**What the task requires**
Copy word for word the lines from the start of the records through the line that contains "background:#f2f2f2; color:#222; height:100vh;", both included.

**Data to examine**
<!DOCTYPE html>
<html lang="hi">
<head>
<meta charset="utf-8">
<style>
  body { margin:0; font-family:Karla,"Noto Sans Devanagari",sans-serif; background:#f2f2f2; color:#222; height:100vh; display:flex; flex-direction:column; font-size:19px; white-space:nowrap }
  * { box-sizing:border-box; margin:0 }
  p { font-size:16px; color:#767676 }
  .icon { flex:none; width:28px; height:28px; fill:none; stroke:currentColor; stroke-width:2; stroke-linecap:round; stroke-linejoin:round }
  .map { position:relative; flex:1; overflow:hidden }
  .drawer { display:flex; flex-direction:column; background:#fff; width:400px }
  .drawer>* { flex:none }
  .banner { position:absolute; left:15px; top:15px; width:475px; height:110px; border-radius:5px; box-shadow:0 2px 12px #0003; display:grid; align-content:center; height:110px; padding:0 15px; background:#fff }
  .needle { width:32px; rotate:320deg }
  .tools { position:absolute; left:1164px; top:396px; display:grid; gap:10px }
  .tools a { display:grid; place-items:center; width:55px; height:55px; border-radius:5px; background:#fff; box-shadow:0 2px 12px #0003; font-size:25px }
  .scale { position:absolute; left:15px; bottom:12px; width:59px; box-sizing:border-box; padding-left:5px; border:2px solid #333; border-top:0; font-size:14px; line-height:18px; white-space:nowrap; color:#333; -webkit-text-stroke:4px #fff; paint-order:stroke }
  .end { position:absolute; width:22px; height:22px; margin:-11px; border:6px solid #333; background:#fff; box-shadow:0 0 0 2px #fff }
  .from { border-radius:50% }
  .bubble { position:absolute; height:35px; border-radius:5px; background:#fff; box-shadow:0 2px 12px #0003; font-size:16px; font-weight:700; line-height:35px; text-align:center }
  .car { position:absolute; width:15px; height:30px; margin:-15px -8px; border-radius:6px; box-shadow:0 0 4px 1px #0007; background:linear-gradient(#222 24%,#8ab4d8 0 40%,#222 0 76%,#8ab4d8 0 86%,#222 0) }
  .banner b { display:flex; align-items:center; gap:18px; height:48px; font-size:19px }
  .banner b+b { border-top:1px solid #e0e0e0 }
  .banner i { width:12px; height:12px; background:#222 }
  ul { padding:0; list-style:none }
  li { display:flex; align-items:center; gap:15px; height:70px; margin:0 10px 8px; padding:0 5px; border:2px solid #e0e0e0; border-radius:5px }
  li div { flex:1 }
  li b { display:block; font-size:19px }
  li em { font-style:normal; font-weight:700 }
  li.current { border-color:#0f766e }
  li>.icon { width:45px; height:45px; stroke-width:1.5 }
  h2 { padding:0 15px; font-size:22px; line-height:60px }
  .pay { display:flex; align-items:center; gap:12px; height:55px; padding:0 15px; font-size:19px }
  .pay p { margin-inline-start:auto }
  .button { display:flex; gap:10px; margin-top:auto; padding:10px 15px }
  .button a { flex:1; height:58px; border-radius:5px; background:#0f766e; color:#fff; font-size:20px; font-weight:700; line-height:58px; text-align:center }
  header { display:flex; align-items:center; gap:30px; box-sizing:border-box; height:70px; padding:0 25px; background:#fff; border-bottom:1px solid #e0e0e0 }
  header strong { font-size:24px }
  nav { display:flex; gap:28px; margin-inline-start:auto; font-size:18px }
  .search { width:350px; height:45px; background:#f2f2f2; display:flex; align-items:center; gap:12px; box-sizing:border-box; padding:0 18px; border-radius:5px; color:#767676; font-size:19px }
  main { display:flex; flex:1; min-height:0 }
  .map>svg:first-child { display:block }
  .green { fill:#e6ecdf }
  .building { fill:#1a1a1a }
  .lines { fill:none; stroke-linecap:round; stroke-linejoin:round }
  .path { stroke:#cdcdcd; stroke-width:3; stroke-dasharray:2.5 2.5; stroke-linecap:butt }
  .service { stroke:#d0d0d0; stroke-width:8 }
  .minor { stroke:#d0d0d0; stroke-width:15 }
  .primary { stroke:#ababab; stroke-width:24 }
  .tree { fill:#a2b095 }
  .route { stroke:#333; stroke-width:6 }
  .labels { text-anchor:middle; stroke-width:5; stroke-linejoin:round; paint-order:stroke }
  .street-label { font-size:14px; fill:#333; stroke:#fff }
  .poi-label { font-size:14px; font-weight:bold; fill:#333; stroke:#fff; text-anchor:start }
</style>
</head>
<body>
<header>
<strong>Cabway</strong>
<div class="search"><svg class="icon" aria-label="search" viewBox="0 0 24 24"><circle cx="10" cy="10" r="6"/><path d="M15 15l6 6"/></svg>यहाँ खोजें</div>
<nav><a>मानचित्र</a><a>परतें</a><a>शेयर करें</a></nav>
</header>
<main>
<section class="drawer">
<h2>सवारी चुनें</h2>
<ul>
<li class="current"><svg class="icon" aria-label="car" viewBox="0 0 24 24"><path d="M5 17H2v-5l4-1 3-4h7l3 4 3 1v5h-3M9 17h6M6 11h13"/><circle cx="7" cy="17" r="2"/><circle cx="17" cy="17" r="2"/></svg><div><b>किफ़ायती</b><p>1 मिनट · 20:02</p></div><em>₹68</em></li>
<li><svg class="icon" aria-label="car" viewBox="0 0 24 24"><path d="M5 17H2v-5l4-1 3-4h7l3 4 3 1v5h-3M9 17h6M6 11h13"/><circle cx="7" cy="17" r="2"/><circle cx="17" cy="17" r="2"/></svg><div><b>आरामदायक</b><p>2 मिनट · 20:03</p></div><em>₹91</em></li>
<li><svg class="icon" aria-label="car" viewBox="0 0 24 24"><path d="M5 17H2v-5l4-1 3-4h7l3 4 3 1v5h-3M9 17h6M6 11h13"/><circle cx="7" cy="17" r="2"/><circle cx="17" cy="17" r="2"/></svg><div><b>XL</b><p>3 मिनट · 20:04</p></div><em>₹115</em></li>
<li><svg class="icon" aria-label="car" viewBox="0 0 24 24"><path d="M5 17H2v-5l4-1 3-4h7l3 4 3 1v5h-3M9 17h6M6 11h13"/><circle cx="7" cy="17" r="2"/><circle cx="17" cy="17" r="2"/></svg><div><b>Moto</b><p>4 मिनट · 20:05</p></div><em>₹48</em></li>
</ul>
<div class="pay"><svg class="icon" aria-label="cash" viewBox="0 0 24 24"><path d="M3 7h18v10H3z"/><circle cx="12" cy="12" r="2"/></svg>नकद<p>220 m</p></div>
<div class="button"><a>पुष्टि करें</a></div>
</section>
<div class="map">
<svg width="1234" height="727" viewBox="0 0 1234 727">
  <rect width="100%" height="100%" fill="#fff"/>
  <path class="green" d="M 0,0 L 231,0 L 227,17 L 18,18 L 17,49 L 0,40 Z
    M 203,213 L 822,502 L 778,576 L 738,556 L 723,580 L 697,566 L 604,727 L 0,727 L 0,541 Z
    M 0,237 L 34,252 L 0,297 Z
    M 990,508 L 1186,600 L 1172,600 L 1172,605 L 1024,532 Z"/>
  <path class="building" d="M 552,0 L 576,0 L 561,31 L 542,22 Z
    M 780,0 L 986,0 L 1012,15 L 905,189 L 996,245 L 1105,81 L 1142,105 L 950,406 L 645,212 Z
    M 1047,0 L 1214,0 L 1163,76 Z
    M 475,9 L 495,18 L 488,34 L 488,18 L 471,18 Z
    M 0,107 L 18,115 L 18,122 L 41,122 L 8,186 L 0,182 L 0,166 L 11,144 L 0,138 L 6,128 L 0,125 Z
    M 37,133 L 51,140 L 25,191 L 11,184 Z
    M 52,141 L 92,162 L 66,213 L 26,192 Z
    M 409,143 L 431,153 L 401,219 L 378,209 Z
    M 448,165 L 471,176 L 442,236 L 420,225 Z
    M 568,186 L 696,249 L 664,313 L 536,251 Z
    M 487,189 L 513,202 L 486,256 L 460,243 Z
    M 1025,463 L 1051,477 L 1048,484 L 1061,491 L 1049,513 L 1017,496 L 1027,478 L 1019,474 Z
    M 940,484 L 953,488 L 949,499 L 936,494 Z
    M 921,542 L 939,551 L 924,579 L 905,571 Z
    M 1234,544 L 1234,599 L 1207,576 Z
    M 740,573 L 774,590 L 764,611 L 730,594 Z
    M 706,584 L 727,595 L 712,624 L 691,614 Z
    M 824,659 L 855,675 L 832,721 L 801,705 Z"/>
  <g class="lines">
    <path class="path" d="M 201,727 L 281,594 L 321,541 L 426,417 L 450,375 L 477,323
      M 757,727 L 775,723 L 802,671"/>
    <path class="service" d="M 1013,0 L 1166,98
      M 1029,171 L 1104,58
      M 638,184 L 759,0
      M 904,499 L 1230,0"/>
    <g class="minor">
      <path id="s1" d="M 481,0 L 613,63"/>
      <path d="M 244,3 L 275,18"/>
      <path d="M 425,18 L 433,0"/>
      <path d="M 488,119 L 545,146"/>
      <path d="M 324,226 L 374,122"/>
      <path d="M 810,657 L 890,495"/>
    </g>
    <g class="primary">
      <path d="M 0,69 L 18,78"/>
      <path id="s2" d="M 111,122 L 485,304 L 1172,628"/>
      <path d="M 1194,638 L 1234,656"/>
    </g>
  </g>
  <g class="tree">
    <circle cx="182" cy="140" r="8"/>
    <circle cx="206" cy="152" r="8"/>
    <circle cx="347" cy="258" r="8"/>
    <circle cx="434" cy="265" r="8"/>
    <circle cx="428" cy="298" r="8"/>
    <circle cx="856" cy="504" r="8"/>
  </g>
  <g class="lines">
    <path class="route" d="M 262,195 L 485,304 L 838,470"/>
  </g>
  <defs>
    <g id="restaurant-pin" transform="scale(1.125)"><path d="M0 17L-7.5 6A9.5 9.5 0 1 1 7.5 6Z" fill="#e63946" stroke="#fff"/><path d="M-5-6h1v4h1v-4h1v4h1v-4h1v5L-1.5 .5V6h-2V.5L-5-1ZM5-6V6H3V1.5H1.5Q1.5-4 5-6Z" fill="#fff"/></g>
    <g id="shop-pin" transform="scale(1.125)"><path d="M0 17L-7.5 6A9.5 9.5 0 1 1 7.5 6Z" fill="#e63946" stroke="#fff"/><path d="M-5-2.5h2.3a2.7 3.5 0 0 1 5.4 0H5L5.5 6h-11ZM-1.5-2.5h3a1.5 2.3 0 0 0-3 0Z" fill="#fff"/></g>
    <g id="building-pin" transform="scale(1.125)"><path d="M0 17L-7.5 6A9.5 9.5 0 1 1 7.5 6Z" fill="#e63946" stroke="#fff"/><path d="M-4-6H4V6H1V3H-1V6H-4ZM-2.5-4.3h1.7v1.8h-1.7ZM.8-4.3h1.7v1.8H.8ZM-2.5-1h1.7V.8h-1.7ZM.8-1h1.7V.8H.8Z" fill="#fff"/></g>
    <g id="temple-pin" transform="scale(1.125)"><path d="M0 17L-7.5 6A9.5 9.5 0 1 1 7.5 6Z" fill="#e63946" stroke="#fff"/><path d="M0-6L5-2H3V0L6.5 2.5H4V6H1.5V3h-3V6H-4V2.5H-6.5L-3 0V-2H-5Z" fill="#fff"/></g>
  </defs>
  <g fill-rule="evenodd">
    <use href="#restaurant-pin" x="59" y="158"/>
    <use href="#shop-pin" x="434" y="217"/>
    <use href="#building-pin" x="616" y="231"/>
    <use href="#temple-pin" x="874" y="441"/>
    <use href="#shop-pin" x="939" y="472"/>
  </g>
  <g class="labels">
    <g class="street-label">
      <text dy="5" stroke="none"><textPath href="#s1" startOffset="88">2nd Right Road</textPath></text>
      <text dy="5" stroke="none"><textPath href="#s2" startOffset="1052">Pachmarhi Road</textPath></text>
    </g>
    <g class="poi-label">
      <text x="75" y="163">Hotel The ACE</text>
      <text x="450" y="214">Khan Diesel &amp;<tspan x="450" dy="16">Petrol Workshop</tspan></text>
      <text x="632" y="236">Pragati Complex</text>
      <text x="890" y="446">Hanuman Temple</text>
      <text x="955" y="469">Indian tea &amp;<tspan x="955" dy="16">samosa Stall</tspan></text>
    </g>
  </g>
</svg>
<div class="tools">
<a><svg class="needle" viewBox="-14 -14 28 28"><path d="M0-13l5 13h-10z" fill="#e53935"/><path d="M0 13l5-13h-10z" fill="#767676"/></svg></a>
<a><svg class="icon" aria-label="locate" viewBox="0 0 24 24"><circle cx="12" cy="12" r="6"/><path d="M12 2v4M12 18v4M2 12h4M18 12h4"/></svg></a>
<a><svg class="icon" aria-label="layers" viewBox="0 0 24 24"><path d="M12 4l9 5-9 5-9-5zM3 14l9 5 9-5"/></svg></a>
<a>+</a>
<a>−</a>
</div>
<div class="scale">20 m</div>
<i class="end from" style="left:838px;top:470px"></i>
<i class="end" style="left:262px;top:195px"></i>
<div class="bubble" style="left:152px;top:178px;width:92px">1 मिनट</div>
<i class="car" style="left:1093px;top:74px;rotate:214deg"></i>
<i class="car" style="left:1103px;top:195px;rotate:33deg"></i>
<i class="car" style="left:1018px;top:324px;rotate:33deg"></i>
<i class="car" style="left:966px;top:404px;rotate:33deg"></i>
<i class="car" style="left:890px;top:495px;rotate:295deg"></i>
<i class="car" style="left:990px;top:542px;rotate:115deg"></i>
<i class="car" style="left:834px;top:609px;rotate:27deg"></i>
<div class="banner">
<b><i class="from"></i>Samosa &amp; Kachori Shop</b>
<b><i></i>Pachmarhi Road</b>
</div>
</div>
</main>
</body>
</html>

**Result of the task**
<!DOCTYPE html>
<html lang="hi">
<head>
<meta charset="utf-8">
<style>
  body { margin:0; font-family:Karla,"Noto Sans Devanagari",sans-serif; background:#f2f2f2; color:#222; height:100vh; display:flex; flex-direction:column; font-size:19px; white-space:nowrap }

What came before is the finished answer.